═════ Supplied material ═════

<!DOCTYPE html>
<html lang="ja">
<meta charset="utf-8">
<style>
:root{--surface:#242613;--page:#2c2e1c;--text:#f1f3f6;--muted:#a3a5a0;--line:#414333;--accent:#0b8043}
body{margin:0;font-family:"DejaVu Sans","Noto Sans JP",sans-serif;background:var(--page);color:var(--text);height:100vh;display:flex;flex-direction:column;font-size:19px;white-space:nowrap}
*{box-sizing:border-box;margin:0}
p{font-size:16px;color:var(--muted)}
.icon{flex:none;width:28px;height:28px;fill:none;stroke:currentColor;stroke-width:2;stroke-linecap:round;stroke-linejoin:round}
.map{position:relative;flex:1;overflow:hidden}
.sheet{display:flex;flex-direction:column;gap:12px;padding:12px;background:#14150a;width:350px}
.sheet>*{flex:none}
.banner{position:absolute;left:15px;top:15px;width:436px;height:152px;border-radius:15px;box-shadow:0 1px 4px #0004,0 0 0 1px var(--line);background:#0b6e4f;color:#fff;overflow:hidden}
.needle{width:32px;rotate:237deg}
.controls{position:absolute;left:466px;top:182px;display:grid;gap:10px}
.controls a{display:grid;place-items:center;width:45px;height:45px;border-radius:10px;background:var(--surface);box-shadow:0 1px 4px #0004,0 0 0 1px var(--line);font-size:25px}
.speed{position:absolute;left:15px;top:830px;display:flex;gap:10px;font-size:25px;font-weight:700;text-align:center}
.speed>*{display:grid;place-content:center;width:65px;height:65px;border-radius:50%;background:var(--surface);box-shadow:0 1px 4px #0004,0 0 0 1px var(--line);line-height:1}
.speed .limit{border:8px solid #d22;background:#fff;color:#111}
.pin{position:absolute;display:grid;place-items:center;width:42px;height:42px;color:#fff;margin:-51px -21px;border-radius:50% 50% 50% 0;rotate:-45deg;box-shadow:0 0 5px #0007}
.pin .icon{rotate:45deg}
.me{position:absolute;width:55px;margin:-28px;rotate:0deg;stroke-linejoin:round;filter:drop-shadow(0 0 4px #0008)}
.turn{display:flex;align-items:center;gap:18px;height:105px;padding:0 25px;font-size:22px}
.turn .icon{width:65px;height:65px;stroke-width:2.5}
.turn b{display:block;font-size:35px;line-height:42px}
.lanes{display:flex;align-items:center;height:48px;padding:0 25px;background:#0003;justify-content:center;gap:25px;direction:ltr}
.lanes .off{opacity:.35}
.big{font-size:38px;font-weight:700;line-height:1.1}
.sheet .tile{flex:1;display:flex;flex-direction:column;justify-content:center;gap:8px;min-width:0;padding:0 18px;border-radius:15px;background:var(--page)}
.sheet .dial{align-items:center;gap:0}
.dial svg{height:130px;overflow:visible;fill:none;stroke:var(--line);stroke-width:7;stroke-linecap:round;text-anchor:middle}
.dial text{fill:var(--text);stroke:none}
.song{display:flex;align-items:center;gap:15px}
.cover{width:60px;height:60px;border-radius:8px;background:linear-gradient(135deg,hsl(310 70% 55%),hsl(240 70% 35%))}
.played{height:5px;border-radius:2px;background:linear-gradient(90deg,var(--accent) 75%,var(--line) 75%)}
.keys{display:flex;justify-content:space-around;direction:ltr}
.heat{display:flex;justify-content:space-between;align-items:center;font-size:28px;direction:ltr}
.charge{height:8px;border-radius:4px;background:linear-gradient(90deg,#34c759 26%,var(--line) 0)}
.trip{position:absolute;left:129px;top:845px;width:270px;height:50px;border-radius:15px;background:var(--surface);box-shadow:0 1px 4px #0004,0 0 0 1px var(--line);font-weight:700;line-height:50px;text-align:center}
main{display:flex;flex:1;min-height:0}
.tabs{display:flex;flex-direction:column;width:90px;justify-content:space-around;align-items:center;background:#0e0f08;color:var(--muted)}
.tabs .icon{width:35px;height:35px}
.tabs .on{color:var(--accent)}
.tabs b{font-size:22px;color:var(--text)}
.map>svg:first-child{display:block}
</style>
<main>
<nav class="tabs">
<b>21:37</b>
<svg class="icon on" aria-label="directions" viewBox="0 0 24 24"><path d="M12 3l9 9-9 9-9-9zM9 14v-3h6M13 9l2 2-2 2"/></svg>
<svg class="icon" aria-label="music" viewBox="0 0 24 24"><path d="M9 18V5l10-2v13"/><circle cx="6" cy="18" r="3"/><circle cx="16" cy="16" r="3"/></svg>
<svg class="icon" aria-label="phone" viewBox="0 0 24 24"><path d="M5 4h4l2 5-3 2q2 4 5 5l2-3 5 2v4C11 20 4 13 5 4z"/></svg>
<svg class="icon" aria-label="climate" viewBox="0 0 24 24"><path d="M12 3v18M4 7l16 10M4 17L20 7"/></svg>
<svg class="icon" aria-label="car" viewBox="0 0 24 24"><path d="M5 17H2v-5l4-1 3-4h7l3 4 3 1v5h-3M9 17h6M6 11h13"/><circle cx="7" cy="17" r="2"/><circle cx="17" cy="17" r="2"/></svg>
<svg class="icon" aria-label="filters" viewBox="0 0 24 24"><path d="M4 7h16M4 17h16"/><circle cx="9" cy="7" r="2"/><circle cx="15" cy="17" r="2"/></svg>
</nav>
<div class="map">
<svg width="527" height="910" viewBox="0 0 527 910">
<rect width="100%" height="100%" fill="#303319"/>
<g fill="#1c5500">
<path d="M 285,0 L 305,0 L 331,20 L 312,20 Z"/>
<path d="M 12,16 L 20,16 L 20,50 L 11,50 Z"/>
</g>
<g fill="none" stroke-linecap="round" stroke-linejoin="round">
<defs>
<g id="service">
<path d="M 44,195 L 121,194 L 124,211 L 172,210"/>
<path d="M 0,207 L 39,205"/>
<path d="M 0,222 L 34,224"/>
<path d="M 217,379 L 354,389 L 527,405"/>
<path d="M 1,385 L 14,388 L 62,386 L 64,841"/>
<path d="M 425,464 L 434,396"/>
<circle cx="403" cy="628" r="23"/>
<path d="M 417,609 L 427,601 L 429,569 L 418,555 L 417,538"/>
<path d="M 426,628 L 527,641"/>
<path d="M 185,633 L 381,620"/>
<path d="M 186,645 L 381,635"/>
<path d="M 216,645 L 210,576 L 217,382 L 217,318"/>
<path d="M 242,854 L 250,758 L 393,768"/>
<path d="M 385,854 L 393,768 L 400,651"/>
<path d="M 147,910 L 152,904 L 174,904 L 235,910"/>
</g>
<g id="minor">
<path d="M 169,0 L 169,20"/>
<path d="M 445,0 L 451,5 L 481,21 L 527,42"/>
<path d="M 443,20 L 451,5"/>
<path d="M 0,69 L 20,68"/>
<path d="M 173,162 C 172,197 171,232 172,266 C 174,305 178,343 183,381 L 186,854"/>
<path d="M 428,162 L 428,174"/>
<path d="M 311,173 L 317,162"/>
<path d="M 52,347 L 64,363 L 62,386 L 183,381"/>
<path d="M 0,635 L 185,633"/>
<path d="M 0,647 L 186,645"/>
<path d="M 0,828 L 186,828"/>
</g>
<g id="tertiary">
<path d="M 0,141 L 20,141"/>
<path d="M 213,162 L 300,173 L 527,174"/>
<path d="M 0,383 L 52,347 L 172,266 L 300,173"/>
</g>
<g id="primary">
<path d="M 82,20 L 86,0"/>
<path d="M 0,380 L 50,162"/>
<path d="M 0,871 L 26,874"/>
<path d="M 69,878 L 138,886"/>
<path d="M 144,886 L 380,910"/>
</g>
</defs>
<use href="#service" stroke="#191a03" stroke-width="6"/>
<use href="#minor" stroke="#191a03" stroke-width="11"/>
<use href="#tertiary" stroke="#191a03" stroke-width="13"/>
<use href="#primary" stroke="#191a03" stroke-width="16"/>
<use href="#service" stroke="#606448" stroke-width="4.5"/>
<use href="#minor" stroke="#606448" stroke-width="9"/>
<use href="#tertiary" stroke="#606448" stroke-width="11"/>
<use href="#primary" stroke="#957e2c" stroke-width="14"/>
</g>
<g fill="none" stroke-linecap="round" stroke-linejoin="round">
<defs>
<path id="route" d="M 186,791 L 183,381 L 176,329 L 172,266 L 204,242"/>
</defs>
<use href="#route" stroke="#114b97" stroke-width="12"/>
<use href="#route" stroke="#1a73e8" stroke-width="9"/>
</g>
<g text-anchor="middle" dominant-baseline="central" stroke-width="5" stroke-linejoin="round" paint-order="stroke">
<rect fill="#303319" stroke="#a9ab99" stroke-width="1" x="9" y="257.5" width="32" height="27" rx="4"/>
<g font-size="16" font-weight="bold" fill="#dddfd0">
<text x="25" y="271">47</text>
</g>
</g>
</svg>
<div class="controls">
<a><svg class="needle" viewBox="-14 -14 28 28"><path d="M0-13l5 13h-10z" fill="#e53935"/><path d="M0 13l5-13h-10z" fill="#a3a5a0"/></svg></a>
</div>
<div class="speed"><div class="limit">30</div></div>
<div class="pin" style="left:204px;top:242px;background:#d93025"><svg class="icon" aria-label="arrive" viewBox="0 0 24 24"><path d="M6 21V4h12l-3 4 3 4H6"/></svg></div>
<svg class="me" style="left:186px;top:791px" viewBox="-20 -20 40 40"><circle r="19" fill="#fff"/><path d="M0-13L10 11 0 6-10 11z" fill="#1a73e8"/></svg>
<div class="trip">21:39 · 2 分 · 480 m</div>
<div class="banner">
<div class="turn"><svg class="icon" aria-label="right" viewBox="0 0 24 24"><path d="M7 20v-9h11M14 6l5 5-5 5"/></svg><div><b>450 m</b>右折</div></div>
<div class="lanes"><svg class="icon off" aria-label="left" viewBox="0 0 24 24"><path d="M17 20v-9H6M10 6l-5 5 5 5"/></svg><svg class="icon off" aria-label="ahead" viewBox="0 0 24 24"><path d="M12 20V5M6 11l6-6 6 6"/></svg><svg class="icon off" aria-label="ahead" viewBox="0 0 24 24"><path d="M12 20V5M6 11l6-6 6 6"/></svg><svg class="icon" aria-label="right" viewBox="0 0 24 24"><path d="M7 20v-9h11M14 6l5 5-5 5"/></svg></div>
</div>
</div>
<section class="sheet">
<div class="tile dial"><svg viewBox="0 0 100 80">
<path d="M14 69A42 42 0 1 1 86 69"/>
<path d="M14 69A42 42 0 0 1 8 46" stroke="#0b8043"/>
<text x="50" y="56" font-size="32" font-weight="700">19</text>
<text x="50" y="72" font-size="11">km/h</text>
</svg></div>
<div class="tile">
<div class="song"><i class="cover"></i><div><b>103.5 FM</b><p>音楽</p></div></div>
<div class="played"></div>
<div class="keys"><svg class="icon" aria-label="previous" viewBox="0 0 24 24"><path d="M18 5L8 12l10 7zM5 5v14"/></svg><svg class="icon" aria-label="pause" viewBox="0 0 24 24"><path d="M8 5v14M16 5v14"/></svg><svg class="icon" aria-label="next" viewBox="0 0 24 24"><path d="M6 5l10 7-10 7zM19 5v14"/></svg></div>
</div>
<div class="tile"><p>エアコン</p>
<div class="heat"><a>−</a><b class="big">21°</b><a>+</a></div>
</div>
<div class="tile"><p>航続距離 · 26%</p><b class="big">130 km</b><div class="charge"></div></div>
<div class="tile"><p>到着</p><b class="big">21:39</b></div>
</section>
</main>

═════

### What this task involves
Copy each line of the entries in which the string "needle" is found.

### Answer for the task
.needle{width:32px;rotate:237deg}
<a><svg class="needle" viewBox="-14 -14 28 28"><path d="M0-13l5 13h-10z" fill="#e53935"/><path d="M0 13l5-13h-10z" fill="#a3a5a0"/></svg></a>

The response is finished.